FIG. 1 illustrates schematically an exemplary embodiment of a fluid dispenser 1, in particular a paint dispenser, with a fluid container 2 containing an amount of fluid 3, and a metering unit 4 connected to the fluid container. The metering unit 4 comprises a positive displacement pump 5 for moving a metered amount of fluid 3 from the fluid container 2 via a transfer line 6 to the metering unit 4 for dispense into a receptacle (not shown).

A fluid level sensor 8 is attached to the outside of the fluid container 2. The fluid level sensor is a field effect sensor generating an electromagnetic field through the dielectric barrier of the container wall. When the fluid level lowers and leaves the field of the sensor 8, the sensor detects the change and generates an output signal to the control unit 15. The field effect sensor 8 is positioned at a minimum level, indicated in FIG. 1 by arrow C.

After refilling the fluid container 2, e.g., with a standard 1 liter or 5 liter pack of fluid, the operator enters the corresponding standard amount into the control unit 15. The actual refilled amount, corresponding to level A in FIG. 1, may deviate substantially. During subsequent dispensing cycles the control unit 15 monitors dispensed amounts and calculates the amount of fluid 3 left in the fluid container 2 for the purpose of stock control. When the fluid level reaches the level C of the field effect sensor 8 the control unit 15 compares the calculated level with the actual level detected by the field effect sensor 8 and calculates a correction factor to be used to calculate a corrected refill amount after the next refill. This enables a substantially more accurate monitoring of the fluid level 3 in the fluid container 2 over time.

When the field effect sensor 8 detects that the fluid level in the fluid container 2 reaches the minimum level C, it generates a signal triggering an indicator lamp 9, such as an LED, at the pump 5 informing the operator that a refill is required. The signal can also be used to trigger the control unit to alert an operator, e.g., by means of software generated visual information on a display. The indicator lamp 9 and the level sensor 8 are both powered by a power supply 11 at the pump 5. The operator will refill the fluid container 2 and enter the refilled amount of fluid. This data is now corrected using the determined correction factor. This process is represented in the flow diagram of FIG. 2.
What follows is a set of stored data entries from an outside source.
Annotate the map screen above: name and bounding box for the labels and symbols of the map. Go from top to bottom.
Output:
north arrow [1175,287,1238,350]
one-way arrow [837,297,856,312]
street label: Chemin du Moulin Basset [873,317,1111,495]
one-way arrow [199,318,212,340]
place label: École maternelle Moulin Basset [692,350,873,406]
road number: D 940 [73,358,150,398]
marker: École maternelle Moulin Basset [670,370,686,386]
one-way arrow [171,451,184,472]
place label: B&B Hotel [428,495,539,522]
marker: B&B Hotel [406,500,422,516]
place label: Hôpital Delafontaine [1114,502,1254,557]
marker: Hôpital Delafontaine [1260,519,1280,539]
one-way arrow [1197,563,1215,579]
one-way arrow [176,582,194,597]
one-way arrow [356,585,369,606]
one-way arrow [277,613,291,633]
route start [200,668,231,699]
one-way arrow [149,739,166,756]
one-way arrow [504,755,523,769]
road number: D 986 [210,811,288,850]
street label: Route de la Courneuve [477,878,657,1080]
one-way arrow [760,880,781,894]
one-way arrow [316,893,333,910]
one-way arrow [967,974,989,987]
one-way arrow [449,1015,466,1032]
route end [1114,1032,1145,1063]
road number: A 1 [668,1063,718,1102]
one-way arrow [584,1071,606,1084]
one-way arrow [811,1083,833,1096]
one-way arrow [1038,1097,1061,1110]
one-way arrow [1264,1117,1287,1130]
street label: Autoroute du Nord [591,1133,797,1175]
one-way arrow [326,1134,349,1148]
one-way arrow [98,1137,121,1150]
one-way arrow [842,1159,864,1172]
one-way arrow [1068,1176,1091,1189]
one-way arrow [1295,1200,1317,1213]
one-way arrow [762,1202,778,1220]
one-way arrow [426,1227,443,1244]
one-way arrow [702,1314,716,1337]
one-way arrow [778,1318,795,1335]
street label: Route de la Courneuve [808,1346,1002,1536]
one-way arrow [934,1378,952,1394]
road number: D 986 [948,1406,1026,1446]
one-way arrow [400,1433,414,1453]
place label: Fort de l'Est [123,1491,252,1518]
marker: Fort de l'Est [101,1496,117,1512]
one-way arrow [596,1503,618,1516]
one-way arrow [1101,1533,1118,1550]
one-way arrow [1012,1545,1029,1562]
FIG. 3 shows a top view of a turntable 12 supporting a plurality of fluid containers 2 of the type shown in FIG. 1. Each container 2 contains a different component, e.g., a colorant for tinting a paint. Each container 2 has an associated level sensor 8. The turntable 12 can be rotated to position a selected container 2 at a dispense position for dispensing a desired amount of the selected colorant. The turntable 12 is surrounded by a number of magnets 13. Electro-conductive coils 14 are positioned at the pumps 5 at the same level as the magnets 13. When the turntable 12 is turned, the coils 14 power the field effect sensors 8 and the LED indicators 9 by electromagnetic induction when the coils 14 pass the magnetic field of the magnets.

Alternatively, the level sensors 8 and indicators 9 can be powered by a battery 16, as shown in FIG. 4 or by a central power supply and control unit 17 as shown in FIG. 5.

FIG. 6 shows an alternative embodiment of a dispenser 1 similar to the embodiment of FIG. 1, with the difference that it comprises a field effect sensor 20 at a warning level B instead of minimum level C. This makes it possible to use a protocol represented in the flow diagram of FIG. 7. If the fluid level gets below level B, the control unit 15 calculates a correction factor and the operator is requested to refill the fluid container 2 and to enter updated the fluid level data into the control unit 15. The control unit 15 corrects the refill data with the calculated correction factor. The dispenser 1 is now ready to continue the dispensing cycle.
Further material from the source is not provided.